The standout story in July was the acceleration of mid-cap transactions. Deals in the $50–$100M range rose sharply to 72, compared with 58 in June.

This reflects what Clancy describes as a “flight to precision.” Investors are seeking opportunities where underwriting is easier to defend, financing is more accessible, and cash flow durability is clearer.

Mid-cap CRE transactions surged in July 2025, reaching 72 deals — the highest level this year. Source: LightBox Transaction Tracker.

Multifamily Still the Favorite

By property type, multifamily properties dominated July’s mid-cap activity with 38 transactions, more than double June’s total. The sector also led in nine-figure trades, posting 15 deals.

Demand remains fueled by high rental demand in growth metros and affordability challenges that continue to sideline many would-be homeowners. “Multifamily continues to offer the combination of liquidity, long-term demand, and deal velocity that capital is chasing right now,” Clancy said.

Multifamily outpaced all other asset classes in July 2025 CRE transactions, with 38 mid-cap and 15 nine-figure deals. Source: LightBox Transaction Tracker.

Sector Highlights

  • Industrial: Held strong in nine-figure trades with 11 deals, but slowed in the mid-cap range (9 vs. 17 in June).
  • Retail: Posted 8 large deals and 5 mid-cap transactions, showing steady demand for open-air and service-anchored centers.
  • Office: Remained weak, with just 5 deals in each category.
  • Hotels: Reemerged with 7 transactions, reflecting stabilized travel demand and more attractive pricing.
  • Niche assets—including assisted living, student housing, self storage, and mobile home parks—registered steady but modest deal flow.

Who’s Buying

One of the more encouraging signs in 2025 is the breadth of active buyers. LightBox notes relatively few repeat players, suggesting more investors are entering the market.

Through July, more than $160B in CRE transactions have closed year-to-date. The top buyers include Blackstone Infrastructure, Starwood Property Trust, and LG Energy Solution.

Blackstone Infrastructure led CRE acquisitions in 2025 YTD, with Starwood Property Trust and LG Energy Solution among the top buyers. Source: LightBox Transaction Tracker.
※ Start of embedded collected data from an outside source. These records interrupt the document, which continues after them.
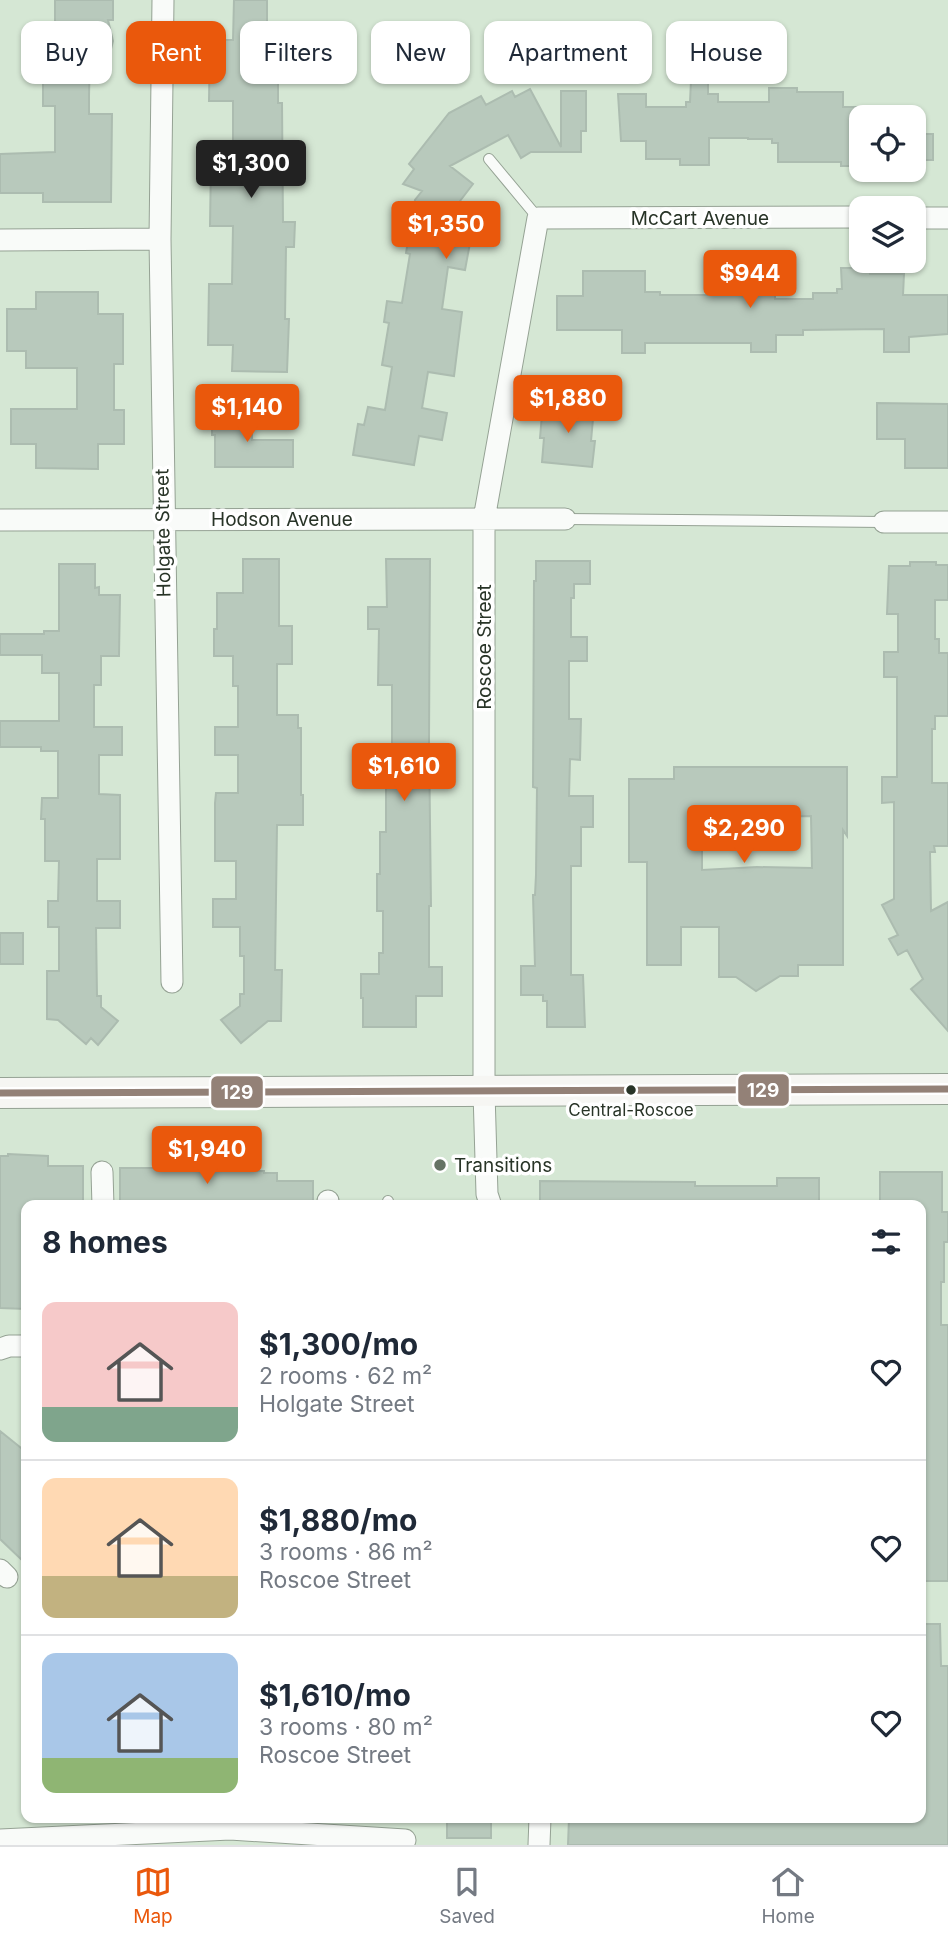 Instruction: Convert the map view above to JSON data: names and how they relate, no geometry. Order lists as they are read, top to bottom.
{
  "streets": {
    "street": [
      "McCart Avenue",
      "Hodson Avenue",
      "Holgate Street",
      "Roscoe Street"
    ]
  },
  "crossings": [
    ["McCart Avenue", "Roscoe Street"],
    ["Hodson Avenue", "Holgate Street"],
    ["Hodson Avenue", "Roscoe Street"]
  ],
  "places": ["Central-Roscoe", "Transitions"],
  "lines": ["transit line 129"],
  "page": {
    "chip": [
      "Buy",
      "Rent",
      "Filters",
      "New",
      "Apartment",
      "House"
    ],
    "price": [
      "$1,300",
      "$1,350",
      "$944",
      "$1,880",
      "$1,140",
      "$1,610",
      "$2,290",
      "$1,940"
    ],
    "heading": "8 homes",
    "list": [
      {
        "name": "$1,300/mo",
        "note": "2 rooms · 62 m² · Holgate Street"
      },
      {
        "name": "$1,880/mo",
        "note": "3 rooms · 86 m² · Roscoe Street"
      },
      {
        "name": "$1,610/mo",
        "note": "3 rooms · 80 m² · Roscoe Street"
      }
    ],
    "tabs": ["Map", "Saved", "Home"]
  }
} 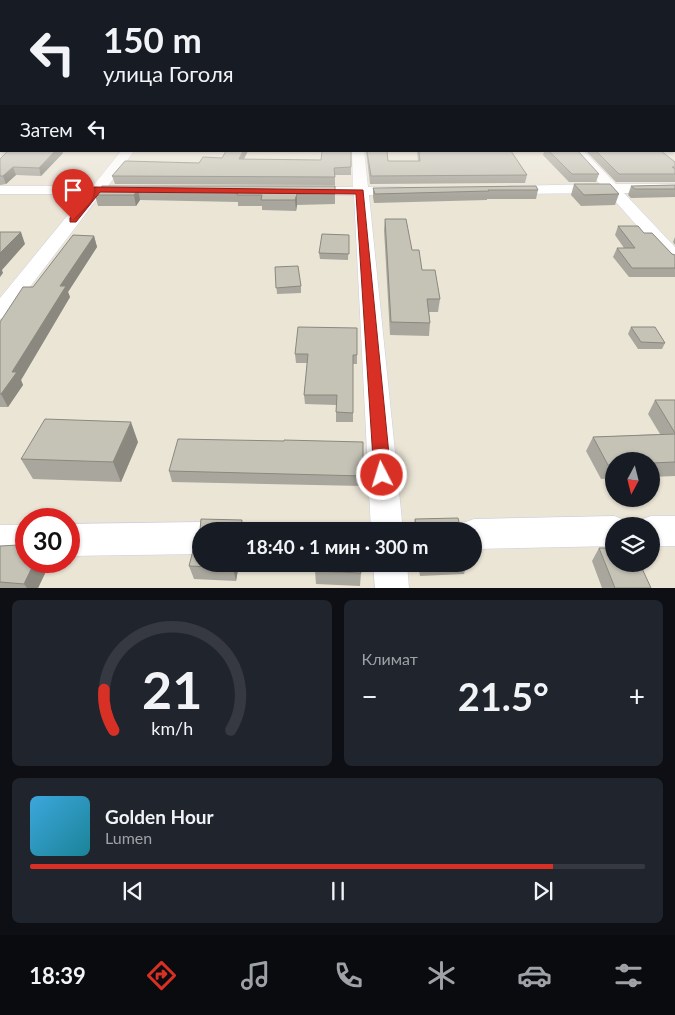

Looking Ahead: A Cautious Fall

While July marked a peak for deal activity in 2025, the months ahead could bring more volatility. Markets are watching for clarity on interest rates, tariffs, and consumer demand.

Even so, dealmaking momentum remains intact. “Deals are getting done, capital is moving, and lenders remain active,” Clancy said. “Even modest progress on interest rates or trade clarity could unlock greater momentum in the August and September Index.”

For now, mid-cap trades and multifamily assets appear best positioned to keep the CRE market moving in the second half of the year.